Everything from the line containing "ctx.font = font + ' Cardo,serif';" through the line containing "M 9,9 L 111,9 L 9,65 Z" in the listing below should be copied exactly, and nothing more.

TASK MATERIAL below:

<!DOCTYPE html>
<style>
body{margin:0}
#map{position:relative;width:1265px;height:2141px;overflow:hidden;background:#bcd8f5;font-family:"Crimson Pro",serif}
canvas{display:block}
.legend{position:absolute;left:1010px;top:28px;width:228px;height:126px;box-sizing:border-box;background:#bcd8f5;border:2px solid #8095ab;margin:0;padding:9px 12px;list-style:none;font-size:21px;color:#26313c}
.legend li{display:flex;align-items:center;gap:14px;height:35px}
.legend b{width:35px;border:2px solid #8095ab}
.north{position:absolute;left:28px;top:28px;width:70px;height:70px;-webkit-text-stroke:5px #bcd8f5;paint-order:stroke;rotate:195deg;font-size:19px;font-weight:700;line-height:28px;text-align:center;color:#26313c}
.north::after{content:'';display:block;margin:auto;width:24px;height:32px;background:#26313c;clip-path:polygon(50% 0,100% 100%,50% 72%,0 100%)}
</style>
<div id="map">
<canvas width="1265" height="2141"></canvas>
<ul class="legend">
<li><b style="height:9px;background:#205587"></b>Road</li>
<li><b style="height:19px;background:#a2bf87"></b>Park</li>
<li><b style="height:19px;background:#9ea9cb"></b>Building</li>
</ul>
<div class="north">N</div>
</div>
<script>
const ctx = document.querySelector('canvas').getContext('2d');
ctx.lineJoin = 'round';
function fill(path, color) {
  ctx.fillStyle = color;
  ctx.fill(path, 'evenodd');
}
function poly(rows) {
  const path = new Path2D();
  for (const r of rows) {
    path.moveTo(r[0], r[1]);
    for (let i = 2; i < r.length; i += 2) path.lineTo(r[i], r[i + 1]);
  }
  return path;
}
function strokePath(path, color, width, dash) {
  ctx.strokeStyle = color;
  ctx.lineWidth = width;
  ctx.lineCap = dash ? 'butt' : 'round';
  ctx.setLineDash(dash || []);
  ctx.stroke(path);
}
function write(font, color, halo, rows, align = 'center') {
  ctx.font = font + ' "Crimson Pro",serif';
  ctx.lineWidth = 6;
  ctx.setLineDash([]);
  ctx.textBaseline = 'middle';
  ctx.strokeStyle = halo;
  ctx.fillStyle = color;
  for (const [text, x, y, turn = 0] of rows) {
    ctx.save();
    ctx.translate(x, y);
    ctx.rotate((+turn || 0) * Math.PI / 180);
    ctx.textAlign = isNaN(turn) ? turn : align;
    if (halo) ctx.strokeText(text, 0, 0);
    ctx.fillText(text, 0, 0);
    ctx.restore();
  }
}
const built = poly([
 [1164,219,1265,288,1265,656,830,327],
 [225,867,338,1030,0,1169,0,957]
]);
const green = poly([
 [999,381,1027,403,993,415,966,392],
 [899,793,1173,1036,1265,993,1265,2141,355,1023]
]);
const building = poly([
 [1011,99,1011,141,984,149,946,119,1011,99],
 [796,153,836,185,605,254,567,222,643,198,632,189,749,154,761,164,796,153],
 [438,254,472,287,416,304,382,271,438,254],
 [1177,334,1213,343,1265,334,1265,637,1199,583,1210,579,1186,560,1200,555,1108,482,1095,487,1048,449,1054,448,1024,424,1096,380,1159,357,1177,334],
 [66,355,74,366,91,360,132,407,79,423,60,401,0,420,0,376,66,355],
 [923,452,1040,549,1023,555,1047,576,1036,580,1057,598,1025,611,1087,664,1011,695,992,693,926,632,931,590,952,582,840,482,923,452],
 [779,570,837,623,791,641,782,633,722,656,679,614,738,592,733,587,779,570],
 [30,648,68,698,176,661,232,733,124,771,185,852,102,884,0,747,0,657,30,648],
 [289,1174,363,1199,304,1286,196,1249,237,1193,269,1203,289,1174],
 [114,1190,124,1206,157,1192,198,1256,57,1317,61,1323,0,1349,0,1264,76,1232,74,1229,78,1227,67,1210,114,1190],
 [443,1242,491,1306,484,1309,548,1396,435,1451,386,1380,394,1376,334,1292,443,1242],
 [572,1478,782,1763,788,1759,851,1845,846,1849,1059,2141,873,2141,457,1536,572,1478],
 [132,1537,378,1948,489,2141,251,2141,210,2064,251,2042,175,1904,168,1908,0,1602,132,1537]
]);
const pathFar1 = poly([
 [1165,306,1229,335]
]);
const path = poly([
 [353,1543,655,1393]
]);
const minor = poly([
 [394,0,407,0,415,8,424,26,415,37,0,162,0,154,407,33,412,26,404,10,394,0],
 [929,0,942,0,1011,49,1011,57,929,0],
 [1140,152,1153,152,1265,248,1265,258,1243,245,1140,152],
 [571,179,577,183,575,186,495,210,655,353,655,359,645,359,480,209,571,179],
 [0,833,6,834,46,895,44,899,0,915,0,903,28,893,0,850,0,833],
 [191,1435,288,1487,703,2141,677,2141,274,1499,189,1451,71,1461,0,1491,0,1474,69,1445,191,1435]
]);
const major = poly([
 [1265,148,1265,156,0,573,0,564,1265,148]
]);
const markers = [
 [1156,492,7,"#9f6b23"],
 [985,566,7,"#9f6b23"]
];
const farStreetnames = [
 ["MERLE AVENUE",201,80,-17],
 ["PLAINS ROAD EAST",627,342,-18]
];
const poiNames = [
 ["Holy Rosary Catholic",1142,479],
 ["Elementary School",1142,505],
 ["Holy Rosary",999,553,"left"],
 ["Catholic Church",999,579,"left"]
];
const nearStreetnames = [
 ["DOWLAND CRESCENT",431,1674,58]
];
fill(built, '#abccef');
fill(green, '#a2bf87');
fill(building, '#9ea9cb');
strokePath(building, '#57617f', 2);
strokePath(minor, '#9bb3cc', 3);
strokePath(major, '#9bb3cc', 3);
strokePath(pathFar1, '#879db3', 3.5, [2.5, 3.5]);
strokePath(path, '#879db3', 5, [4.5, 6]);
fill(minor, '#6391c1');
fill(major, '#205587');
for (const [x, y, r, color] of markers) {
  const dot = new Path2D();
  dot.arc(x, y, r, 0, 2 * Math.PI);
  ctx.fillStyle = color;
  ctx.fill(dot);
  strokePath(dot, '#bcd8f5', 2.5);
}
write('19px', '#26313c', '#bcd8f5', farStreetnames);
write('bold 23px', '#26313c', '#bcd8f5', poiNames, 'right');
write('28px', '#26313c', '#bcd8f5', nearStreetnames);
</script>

End of TASK MATERIAL.
TASK MATERIAL below:

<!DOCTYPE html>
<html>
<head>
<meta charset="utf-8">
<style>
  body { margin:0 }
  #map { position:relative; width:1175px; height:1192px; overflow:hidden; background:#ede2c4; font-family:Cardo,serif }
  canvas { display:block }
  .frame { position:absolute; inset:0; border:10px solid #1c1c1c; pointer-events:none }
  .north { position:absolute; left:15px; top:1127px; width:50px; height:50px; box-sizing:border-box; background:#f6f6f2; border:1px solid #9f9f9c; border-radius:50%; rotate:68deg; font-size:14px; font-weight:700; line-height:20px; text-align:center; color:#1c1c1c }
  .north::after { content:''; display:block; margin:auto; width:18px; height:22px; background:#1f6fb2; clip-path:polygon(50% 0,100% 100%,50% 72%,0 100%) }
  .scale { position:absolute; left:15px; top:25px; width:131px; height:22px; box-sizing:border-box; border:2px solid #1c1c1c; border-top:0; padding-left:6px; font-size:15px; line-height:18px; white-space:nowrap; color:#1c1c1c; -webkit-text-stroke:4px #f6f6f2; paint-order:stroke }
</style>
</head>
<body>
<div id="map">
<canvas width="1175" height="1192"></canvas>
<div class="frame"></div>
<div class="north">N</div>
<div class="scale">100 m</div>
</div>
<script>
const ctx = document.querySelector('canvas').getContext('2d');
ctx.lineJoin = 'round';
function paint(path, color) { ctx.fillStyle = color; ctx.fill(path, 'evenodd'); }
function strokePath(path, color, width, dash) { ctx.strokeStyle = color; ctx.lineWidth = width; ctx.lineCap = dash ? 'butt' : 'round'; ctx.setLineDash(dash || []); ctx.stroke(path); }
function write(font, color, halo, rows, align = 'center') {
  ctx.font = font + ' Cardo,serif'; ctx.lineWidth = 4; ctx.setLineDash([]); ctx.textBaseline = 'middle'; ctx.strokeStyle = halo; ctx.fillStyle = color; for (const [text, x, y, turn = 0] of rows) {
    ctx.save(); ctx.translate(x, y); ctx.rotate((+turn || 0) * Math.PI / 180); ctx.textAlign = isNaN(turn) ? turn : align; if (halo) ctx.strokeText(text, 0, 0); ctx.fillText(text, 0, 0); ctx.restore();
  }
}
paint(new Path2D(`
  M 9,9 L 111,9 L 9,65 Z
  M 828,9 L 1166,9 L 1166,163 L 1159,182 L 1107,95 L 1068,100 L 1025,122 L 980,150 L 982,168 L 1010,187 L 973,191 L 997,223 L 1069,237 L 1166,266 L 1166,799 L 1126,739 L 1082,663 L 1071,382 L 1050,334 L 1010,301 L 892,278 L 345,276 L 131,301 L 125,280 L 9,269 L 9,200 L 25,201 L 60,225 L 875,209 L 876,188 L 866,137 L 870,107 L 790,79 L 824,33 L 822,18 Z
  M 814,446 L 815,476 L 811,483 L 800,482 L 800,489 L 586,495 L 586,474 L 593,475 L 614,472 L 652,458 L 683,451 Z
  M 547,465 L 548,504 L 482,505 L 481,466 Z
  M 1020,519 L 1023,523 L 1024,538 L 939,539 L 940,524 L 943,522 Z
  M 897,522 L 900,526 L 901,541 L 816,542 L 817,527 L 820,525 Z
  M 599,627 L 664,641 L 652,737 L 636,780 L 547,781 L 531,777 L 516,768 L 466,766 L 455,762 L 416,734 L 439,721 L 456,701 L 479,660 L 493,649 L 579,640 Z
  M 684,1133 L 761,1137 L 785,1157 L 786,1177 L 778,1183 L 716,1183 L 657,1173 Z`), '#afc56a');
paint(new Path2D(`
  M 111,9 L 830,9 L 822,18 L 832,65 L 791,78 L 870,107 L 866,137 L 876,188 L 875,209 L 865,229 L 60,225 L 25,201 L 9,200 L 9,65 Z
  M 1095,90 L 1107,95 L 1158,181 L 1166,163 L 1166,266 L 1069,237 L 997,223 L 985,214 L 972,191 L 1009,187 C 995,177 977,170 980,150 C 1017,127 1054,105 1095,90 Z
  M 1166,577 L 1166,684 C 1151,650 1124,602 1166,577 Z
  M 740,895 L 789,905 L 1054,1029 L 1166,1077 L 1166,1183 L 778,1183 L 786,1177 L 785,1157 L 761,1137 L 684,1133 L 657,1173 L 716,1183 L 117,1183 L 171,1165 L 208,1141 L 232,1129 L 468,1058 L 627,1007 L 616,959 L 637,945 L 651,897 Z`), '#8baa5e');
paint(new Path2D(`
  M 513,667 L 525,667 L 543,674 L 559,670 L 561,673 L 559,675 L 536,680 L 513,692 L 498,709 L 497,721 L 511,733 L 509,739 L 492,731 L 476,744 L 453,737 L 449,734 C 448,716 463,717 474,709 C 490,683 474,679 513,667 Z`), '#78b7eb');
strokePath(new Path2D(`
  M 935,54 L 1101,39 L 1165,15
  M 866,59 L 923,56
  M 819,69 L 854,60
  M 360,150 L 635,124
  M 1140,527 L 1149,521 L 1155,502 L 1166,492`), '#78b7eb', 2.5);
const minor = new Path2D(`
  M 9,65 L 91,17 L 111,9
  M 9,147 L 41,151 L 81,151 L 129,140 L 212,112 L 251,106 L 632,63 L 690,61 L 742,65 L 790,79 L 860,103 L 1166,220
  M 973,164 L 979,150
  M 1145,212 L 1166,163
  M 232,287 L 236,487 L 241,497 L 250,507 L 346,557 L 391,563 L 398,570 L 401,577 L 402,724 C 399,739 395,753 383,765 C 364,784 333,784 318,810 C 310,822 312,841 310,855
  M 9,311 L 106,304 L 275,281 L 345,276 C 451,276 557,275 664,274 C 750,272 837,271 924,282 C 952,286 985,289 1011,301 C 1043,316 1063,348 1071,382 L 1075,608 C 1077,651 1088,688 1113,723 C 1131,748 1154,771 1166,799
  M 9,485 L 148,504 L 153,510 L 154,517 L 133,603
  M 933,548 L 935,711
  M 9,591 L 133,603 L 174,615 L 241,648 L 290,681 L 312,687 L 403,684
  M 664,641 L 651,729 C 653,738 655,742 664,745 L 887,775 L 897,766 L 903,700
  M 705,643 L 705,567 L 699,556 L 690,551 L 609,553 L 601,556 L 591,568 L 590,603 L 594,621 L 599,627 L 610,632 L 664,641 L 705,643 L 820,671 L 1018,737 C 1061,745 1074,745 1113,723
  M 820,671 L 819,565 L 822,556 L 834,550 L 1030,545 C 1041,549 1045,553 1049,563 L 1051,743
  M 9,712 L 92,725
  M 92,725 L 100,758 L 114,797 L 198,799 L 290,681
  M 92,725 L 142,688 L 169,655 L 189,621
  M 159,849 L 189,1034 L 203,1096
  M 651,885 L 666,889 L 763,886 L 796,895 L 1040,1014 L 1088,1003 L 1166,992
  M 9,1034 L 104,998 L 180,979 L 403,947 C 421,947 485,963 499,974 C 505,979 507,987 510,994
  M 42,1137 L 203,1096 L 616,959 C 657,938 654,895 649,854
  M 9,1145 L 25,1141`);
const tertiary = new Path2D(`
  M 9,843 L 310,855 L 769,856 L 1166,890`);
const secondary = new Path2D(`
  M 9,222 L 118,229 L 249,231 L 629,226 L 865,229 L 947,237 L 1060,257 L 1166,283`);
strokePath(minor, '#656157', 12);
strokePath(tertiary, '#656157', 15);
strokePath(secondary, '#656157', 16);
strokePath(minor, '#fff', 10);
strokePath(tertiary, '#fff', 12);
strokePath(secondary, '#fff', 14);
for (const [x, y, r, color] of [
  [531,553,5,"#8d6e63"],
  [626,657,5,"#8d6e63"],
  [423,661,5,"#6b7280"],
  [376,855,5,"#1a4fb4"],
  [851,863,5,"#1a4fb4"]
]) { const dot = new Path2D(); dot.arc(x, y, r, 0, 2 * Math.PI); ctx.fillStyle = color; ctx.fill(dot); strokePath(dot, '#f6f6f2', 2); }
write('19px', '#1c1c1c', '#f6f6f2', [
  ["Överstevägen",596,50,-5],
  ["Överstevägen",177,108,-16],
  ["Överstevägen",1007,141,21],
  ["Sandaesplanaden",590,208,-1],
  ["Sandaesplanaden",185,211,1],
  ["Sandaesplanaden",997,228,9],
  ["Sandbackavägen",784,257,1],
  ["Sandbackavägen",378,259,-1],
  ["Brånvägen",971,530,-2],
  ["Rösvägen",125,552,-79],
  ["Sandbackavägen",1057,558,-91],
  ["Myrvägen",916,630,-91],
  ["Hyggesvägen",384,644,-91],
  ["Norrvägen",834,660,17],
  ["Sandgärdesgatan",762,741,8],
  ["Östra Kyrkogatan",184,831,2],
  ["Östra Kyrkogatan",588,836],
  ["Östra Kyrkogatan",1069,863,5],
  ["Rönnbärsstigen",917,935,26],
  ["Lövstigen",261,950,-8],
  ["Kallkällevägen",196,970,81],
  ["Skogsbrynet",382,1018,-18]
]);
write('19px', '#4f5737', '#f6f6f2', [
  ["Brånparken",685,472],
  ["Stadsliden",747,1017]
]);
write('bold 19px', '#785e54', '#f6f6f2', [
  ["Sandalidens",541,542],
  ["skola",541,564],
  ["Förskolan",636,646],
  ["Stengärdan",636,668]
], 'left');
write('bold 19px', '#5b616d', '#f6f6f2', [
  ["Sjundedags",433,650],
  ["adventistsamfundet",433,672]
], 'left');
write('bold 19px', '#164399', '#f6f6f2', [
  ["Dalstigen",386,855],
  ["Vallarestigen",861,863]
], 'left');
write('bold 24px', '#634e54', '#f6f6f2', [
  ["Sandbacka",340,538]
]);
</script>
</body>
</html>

End of TASK MATERIAL.
TASK MATERIAL below:

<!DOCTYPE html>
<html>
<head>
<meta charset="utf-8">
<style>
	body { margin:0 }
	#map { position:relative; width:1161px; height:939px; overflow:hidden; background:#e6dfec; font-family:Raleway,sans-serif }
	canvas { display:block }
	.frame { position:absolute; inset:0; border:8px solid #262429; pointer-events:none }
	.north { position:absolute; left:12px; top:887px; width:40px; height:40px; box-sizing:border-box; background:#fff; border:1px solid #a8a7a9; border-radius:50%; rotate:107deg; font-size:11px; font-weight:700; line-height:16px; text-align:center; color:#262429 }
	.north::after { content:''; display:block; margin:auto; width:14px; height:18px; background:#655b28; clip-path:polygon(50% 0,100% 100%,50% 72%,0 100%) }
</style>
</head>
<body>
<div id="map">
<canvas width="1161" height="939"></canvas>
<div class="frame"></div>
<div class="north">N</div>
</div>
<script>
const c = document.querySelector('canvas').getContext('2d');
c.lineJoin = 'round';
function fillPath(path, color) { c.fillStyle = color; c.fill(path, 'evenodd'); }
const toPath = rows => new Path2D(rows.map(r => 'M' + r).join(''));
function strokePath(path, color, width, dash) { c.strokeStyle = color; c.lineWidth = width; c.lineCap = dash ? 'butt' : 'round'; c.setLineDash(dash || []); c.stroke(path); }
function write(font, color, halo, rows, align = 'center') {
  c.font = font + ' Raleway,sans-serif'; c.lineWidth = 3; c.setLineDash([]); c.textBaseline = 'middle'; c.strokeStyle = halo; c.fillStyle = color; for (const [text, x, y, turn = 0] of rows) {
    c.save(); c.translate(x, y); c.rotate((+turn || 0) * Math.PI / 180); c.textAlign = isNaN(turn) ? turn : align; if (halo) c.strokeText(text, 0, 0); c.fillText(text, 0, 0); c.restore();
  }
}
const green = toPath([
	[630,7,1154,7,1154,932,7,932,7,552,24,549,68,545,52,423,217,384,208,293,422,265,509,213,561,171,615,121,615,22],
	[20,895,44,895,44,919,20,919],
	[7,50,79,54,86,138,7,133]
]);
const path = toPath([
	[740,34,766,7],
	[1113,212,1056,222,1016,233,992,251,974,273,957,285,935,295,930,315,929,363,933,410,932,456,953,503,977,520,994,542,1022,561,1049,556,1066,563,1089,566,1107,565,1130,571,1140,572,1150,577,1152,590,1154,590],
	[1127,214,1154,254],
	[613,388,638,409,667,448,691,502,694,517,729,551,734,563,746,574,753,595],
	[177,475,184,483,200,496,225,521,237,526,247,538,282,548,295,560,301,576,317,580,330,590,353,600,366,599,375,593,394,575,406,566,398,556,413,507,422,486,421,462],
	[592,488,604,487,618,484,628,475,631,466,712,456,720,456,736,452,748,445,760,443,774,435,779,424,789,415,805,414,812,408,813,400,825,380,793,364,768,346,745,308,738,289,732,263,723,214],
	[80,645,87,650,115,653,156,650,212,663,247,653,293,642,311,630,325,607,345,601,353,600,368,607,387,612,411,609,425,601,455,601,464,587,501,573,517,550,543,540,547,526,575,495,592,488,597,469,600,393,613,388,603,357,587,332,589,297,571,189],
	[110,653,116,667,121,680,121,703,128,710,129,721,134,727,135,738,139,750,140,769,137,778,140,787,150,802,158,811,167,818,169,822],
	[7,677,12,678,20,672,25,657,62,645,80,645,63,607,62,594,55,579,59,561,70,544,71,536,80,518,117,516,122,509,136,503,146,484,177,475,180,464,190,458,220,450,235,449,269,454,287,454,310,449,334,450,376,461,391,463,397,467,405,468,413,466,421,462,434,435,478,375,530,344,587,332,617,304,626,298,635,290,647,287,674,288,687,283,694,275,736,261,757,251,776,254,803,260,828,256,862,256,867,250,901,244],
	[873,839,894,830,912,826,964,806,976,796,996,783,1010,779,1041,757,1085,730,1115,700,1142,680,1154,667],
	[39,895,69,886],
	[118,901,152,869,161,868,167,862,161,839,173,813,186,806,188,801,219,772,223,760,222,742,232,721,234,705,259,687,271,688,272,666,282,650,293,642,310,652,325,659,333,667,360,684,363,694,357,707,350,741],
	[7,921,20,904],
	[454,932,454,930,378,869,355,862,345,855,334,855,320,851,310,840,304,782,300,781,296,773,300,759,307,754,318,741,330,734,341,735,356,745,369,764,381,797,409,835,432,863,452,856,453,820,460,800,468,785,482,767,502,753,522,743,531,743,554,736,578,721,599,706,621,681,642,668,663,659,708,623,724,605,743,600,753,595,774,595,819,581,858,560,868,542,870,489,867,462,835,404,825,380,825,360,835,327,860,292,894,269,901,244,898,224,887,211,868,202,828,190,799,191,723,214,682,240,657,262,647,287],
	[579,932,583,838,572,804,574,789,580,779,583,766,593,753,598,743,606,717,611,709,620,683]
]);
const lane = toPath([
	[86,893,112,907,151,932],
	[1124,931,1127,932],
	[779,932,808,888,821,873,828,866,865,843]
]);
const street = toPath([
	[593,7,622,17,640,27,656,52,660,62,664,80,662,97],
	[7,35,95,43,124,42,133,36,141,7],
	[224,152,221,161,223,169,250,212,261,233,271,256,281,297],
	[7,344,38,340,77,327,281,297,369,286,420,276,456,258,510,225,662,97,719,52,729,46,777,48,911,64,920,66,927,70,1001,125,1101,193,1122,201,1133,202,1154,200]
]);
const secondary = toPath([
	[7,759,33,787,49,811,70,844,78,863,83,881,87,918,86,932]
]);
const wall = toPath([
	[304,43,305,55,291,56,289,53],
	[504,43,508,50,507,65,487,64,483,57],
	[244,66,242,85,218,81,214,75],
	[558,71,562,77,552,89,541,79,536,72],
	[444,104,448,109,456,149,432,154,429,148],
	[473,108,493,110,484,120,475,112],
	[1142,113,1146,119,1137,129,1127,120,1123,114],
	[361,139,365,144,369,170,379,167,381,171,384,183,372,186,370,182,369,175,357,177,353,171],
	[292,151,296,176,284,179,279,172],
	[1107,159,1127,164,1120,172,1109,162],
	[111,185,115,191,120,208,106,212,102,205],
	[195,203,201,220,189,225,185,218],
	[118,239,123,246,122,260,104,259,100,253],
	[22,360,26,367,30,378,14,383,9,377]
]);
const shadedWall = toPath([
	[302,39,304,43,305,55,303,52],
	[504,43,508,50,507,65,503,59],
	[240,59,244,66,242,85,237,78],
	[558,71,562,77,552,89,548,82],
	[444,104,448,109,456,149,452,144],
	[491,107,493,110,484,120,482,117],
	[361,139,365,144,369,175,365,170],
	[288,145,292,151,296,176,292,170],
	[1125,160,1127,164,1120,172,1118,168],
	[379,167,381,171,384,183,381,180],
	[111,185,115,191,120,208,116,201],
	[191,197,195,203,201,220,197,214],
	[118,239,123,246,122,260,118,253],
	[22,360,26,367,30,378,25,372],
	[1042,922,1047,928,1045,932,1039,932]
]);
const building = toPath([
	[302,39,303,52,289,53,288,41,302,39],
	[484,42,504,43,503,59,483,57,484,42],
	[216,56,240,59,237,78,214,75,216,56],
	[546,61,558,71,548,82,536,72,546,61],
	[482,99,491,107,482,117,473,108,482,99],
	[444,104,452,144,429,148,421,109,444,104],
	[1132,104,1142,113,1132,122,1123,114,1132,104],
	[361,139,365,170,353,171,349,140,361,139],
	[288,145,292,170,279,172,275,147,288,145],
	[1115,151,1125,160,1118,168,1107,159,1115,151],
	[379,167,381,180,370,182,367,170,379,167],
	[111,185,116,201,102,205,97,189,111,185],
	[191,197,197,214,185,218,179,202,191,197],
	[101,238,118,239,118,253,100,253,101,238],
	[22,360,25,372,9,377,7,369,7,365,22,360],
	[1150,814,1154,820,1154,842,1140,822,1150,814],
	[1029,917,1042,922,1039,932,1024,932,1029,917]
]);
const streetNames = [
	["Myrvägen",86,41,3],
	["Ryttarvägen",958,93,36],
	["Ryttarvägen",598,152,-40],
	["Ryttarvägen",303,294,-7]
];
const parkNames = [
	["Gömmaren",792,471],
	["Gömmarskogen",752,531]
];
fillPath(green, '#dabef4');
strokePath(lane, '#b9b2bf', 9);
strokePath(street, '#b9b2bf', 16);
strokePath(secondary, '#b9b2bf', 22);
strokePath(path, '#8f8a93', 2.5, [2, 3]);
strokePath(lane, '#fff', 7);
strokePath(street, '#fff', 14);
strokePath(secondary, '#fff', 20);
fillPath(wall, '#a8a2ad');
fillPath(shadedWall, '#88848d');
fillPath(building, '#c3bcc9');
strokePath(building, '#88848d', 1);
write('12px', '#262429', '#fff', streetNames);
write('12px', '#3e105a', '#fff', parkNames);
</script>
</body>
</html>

End of TASK MATERIAL.

## TASK RESPONSE
  ctx.font = font + ' Cardo,serif'; ctx.lineWidth = 4; ctx.setLineDash([]); ctx.textBaseline = 'middle'; ctx.strokeStyle = halo; ctx.fillStyle = color; for (const [text, x, y, turn = 0] of rows) {
    ctx.save(); ctx.translate(x, y); ctx.rotate((+turn || 0) * Math.PI / 180); ctx.textAlign = isNaN(turn) ? turn : align; if (halo) ctx.strokeText(text, 0, 0); ctx.fillText(text, 0, 0); ctx.restore();
  }
}
paint(new Path2D(`
  M 9,9 L 111,9 L 9,65 Z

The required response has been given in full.